Records excerpted from a collection:

== Segment start ==

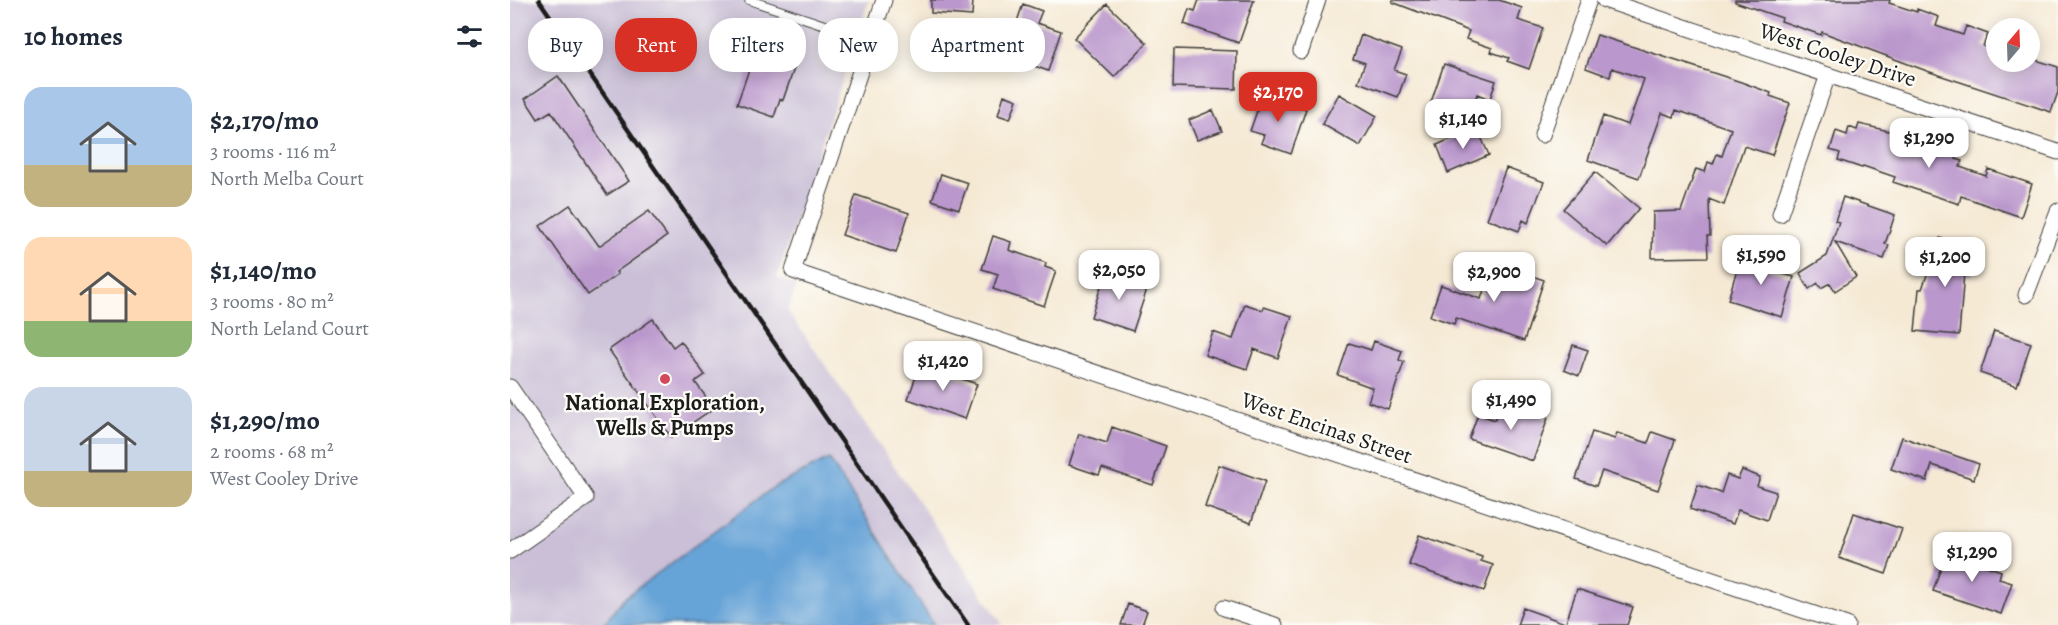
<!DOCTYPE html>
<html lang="en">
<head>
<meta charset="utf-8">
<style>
  :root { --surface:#fff; --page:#f6f6f7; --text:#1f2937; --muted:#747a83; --accent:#d93025 }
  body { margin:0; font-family:Alegreya,serif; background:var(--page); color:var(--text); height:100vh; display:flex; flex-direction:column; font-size:22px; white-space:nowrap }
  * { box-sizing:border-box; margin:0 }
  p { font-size:20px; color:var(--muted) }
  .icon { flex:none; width:33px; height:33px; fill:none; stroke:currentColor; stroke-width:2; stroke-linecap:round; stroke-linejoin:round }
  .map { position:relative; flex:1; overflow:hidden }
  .drawer { display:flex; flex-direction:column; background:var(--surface); width:510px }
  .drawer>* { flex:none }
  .hud { position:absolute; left:18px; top:18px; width:570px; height:54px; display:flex; gap:12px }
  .needle { width:39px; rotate:19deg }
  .controls { position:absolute; left:1476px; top:18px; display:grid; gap:12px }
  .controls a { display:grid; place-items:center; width:54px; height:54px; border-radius:50%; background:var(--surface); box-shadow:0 3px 15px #0003; font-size:30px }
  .price { position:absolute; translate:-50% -51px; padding:0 14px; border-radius:12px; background:#fff; color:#222; font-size:20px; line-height:39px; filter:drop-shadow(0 2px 3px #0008) }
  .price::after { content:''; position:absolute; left:50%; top:36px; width:18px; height:14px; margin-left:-9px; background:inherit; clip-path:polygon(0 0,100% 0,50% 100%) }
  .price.selected { background:var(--accent); color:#fff }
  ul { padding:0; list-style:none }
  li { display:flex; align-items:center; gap:18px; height:150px; padding:0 24px }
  li span { display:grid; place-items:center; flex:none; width:168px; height:120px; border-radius:18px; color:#555 }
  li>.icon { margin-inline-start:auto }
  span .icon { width:72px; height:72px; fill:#fffc; stroke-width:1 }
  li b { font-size:26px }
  h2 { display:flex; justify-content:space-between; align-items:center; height:72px; padding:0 24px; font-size:26px }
  .pill { padding:0 21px; border-radius:24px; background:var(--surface); box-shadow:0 3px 15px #0003; font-size:21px; line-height:54px }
  .pill.selected { background:var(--accent); color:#fff }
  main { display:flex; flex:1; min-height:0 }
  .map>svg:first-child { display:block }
  .industrial { fill:#cabfd7 }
  .water { fill:#66a3d7; stroke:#41607a; stroke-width:1.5 }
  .building { fill:#ba97cc }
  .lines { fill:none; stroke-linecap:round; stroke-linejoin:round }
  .lane-casing { stroke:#3d3b38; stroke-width:10 }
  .street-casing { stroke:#3d3b38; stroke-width:17 }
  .lane { stroke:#fff; stroke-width:8 }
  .street { stroke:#fff; stroke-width:15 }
  .rail { stroke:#1c1c1c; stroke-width:4.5 }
  .poi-dot { fill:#d1495b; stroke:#fdfcf7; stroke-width:2 }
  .labels { text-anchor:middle; stroke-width:4.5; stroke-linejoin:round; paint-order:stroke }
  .street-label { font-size:22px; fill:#1c1c1c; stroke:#fdfcf7 }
  .poi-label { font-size:22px; font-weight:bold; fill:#1c1c1c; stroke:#fdfcf7 }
</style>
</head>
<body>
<main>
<section class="drawer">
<h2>10 homes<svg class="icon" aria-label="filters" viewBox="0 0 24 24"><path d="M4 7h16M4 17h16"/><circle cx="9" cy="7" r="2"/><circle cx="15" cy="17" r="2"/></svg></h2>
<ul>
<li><span style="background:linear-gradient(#a9c7e8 65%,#c2b280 0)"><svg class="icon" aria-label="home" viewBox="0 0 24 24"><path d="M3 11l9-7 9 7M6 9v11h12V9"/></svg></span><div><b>$2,170/mo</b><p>3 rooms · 116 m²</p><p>North Melba Court</p></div></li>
<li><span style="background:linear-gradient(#ffd9b3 70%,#8fb573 0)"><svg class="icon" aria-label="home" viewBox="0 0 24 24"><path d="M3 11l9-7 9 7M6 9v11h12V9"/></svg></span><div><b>$1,140/mo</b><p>3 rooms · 80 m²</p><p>North Leland Court</p></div></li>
<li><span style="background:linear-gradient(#c9d6e8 70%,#c2b280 0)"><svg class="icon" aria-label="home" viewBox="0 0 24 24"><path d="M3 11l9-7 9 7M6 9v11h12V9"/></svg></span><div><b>$1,290/mo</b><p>2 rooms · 68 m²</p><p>West Cooley Drive</p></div></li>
</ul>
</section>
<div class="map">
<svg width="1548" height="625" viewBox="0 0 1548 625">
  <rect width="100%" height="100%" fill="#fdfcf7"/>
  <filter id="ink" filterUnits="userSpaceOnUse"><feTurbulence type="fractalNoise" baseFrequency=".0167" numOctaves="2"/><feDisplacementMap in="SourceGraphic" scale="12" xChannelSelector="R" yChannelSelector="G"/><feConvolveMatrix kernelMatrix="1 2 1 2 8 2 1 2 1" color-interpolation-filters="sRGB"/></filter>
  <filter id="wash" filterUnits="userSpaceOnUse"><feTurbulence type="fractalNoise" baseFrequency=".008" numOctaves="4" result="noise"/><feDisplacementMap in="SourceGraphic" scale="24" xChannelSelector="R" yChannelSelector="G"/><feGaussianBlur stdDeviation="1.35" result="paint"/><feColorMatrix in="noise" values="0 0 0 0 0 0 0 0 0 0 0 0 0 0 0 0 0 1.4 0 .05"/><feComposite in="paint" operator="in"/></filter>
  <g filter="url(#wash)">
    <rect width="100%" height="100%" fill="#f5e9d4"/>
    <path class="industrial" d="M0,0H359L267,278L287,284L278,311L493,625H0Z"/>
    <path class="water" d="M319,459L424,625H93L113,599L264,487Z"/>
    <g id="blocks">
      <path class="building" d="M421,0H463L462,16L421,13Z
        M689,0H744L729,43L674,24L679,9L685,11Z
        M883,0H989L1012,8L1008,20L1033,28L1019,69L997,61L999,58L981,52L982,48L956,39L959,31L882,2Z
        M1225,0H1380L1379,3L1407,12V9L1429,17L1426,26L1453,35L1456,26L1478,34L1473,46L1486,51V62H1520V58L1548,67V92L1541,112L1417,71L1312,32L1311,35L1271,21L1272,18L1225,2Z
        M513,4L532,11L527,23L551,31L538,71L516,63L518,58L497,51Z
        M597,4L637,43L604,77L564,38Z
        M851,35L892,50L884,70L896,74L888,97L848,82L855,63L843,59Z
        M1087,35L1231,82L1261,93L1260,96L1280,103L1262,155L1234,146L1214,205L1199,199L1200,236H1197L1198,257L1142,258L1143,212L1171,211L1186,169L1195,172L1198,162L1203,164L1207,154L1212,156L1221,129L1166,110L1164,117L1152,113L1129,178L1078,160L1093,116L1118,125L1134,79L1102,68L1100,77L1076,68Z
        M246,49L286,63L273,100L270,99L264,117L227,104Z
        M664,49L727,51L726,89L663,87Z
        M934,64L986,81L980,99L967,94L959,120L919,108Z
        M48,76L119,181L97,195L41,111L28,119L15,99Z
        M753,94L796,109L781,154L751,143L754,135L740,131Z
        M829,94L867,116L850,146L812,124Z
        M494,95L507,100L500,119L488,115Z
        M703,110L712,131L687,140L679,120Z
        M1349,124L1383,132L1423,146L1422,148L1447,157L1446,159L1452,161L1450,167L1476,176L1478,169L1522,184L1511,217L1451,196L1449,204L1383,182L1385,177L1353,166L1352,168L1328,160L1330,153L1320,150L1326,131L1337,135L1339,127L1347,130Z
        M967,128L979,155L938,173L927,145Z
        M996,168L1034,182L1018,223L1013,220L1009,231L977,219Z
        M1085,172L1129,208L1097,246L1053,209Z
        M431,174L458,183L449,209L422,200Z
        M346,195L399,213L386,253L332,235Z
        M1333,197L1385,215L1375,244L1379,245L1374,259L1325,242L1346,277L1325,291L1320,283L1311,288L1308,283L1299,289L1290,273L1317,256L1329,222L1325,221Z
        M60,205L89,246L139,211L157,236L106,272L108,274L78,295L30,226Z
        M483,236L501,242L499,250L536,263L535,267L546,271L534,306L483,289L488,274L472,269Z
        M1430,238L1451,245L1453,239L1471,245L1461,275L1454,273L1449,335L1405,331L1409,289H1412Z
        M1244,252L1262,257L1258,270L1284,277L1272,317L1218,300L1230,259L1240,263Z
        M983,263L1001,269L999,274L1002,269L1034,280L1014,341L946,318L944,324L920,316L931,285L971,299Z
        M597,268L618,275L616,282L637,289L623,331L581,317Z
        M735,304L753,310L754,307L782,316L768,358L744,349L737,369L695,355L703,332L723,339Z
        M143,319L163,347L171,341L195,375L185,382L204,408L161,437L99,350Z
        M1484,331L1521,343L1507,386L1470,373Z
        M864,341L892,351L889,360L894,362L878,409L858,402L863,388L828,375L839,343L861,350Z
        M1063,345L1078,350L1069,376L1054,370Z
        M410,365L467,384L455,419L398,399Z
        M991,402L1038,418L1023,461L959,439L968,414L985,420Z
        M602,427L656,446L643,485L592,468L589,475L559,465L569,434L597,443Z
        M1082,432L1105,439L1107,433L1138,443L1142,432L1165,440L1148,490L1092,471L1086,486L1066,479Z
        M1392,437L1469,464L1464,479L1422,465L1417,481L1381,469Z
        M709,465L755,481L741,523L695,507Z
        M1232,470L1250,477L1247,486L1266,492L1257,520L1228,510L1223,524L1180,509L1188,485L1211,493L1217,475L1228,479Z
        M1344,513L1392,529L1376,574L1329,558Z
        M909,535L972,557L971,561L983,565L974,591L899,565Z
        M1436,552L1491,571L1489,579L1502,583L1491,614L1423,591Z
        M1067,589L1123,607L1117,625H1055Z
        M618,604L637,611L632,625H611Z
        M1013,608L1055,623V625H1007Z"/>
    </g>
  </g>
  <g filter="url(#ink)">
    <use href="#blocks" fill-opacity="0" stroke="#3d3b38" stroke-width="1.5"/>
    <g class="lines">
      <defs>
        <path id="lane" d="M239,0L360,40"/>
        <path id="street" d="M374,0L283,271L1337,625
          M1094,0L1548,152
          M791,51L808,0
          M1032,135L1079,0
          M1270,214L1318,75
          M1516,295L1548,211
          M0,387L76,498L0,551
          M714,608L765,625"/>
      </defs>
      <use href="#lane" class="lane-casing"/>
      <use href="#street" class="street-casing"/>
      <use href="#lane" class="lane"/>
      <use href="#street" class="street"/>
      <path class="rail" d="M29,0L458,625"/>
    </g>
  </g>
  <circle class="poi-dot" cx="155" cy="379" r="6"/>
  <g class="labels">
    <g class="street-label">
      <text transform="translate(1328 54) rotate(18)" y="8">West Cooley Drive</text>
      <text transform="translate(817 427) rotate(19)" y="8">West Encinas Street</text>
    </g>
    <g class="poi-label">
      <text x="155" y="410">National Exploration,<tspan x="155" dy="25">Wells &amp; Pumps</tspan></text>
    </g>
  </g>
</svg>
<div class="controls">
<a><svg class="needle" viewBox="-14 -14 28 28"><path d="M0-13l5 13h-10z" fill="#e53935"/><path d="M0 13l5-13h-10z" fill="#747a83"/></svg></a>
</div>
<b class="price selected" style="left:768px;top:123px">$2,170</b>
<b class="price" style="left:953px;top:150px">$1,140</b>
<b class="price" style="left:1419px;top:169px">$1,290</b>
<b class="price" style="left:1251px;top:286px">$1,590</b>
<b class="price" style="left:1435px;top:288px">$1,200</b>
<b class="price" style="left:609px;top:301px">$2,050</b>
<b class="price" style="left:984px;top:303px">$2,900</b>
<b class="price" style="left:433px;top:392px">$1,420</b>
<b class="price" style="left:1001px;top:431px">$1,490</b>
<b class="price" style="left:1462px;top:583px">$1,290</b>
<div class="hud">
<a class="pill">Buy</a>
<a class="pill selected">Rent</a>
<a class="pill">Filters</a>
<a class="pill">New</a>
<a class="pill">Apartment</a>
</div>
</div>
</main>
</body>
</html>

== Segment end ==

Goal of the exercise –
The lines to be transcribed are those from the first line of the data above through the line holding "position:relative; flex:1; overflow:hidden", inclusive; copy them exactly and only, leaving out the pictures.

Answer space –
<!DOCTYPE html>
<html lang="en">
<head>
<meta charset="utf-8">
<style>
  :root { --surface:#fff; --page:#f6f6f7; --text:#1f2937; --muted:#747a83; --accent:#d93025 }
  body { margin:0; font-family:Alegreya,serif; background:var(--page); color:var(--text); height:100vh; display:flex; flex-direction:column; font-size:22px; white-space:nowrap }
  * { box-sizing:border-box; margin:0 }
  p { font-size:20px; color:var(--muted) }
  .icon { flex:none; width:33px; height:33px; fill:none; stroke:currentColor; stroke-width:2; stroke-linecap:round; stroke-linejoin:round }
  .map { position:relative; flex:1; overflow:hidden }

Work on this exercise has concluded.